- _TASK GOAL_: Look through the records below for the line with "Annotation task. Read" and the line with "Quick job: Convert", then return those lines and all lines between, exactly.

── PROVIDED RECORDS

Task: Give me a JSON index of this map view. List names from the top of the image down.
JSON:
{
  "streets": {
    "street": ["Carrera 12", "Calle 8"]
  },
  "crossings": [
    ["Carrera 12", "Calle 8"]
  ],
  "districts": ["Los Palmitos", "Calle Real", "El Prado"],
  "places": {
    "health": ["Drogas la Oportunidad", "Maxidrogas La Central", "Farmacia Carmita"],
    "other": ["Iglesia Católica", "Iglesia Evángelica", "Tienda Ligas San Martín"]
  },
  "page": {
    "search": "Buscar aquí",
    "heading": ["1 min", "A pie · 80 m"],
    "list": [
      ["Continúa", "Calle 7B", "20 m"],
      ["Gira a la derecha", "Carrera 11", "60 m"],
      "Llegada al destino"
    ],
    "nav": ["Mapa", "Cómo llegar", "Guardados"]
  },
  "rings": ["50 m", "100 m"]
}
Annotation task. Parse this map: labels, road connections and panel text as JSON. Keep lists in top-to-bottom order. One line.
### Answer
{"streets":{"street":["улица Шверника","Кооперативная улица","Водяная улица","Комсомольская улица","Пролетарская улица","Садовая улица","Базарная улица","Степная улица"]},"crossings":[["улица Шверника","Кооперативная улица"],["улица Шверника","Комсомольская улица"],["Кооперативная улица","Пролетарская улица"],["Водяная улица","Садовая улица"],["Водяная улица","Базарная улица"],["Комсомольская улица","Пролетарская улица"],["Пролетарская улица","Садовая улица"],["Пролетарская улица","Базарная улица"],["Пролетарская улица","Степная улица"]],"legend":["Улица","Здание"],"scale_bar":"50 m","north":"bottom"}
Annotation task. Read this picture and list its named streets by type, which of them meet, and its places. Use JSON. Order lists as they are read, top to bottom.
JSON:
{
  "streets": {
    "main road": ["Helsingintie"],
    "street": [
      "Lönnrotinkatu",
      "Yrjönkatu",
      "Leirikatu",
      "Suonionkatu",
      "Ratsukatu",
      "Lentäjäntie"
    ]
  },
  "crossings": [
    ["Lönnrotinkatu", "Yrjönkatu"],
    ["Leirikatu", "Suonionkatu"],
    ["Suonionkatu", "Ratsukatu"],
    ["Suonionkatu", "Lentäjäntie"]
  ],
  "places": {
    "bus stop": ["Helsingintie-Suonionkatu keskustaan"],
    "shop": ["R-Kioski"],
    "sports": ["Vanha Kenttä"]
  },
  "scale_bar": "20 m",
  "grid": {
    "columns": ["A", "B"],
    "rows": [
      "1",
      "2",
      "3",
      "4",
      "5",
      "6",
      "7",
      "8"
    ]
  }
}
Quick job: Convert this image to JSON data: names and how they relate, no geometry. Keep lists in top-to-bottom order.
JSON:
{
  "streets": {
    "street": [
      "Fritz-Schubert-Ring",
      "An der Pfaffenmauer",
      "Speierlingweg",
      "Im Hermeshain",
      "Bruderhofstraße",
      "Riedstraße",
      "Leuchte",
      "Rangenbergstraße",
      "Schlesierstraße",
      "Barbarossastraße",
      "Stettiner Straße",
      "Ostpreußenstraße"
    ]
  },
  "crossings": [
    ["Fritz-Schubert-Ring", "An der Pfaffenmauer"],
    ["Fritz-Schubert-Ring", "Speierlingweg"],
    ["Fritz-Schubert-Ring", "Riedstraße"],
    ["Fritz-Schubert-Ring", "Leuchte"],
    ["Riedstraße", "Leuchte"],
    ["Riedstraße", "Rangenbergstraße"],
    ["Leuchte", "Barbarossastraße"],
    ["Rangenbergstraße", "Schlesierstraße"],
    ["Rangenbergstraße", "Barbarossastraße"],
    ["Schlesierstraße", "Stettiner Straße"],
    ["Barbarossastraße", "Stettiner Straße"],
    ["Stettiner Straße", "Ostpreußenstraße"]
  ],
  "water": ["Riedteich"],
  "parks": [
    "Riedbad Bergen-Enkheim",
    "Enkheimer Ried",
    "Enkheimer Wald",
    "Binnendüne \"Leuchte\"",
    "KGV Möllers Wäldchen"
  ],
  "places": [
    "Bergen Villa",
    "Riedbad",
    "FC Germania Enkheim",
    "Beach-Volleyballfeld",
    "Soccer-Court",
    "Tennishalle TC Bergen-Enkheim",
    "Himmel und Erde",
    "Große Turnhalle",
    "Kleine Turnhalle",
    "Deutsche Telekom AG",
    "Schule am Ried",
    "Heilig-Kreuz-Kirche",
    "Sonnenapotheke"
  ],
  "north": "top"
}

────

- _EXERCISE OUTPUT_:
Annotation task. Read this picture and list its named streets by type, which of them meet, and its places. Use JSON. Order lists as they are read, top to bottom.
JSON:
{
  "streets": {
    "main road": ["Helsingintie"],
    "street": [
      "Lönnrotinkatu",
      "Yrjönkatu",
      "Leirikatu",
      "Suonionkatu",
      "Ratsukatu",
      "Lentäjäntie"
    ]
  },
  "crossings": [
    ["Lönnrotinkatu", "Yrjönkatu"],
    ["Leirikatu", "Suonionkatu"],
    ["Suonionkatu", "Ratsukatu"],
    ["Suonionkatu", "Lentäjäntie"]
  ],
  "places": {
    "bus stop": ["Helsingintie-Suonionkatu keskustaan"],
    "shop": ["R-Kioski"],
    "sports": ["Vanha Kenttä"]
  },
  "scale_bar": "20 m",
  "grid": {
    "columns": ["A", "B"],
    "rows": [
      "1",
      "2",
      "3",
      "4",
      "5",
      "6",
      "7",
      "8"
    ]
  }
}
Quick job: Convert this image to JSON data: names and how they relate, no geometry. Keep lists in top-to-bottom order.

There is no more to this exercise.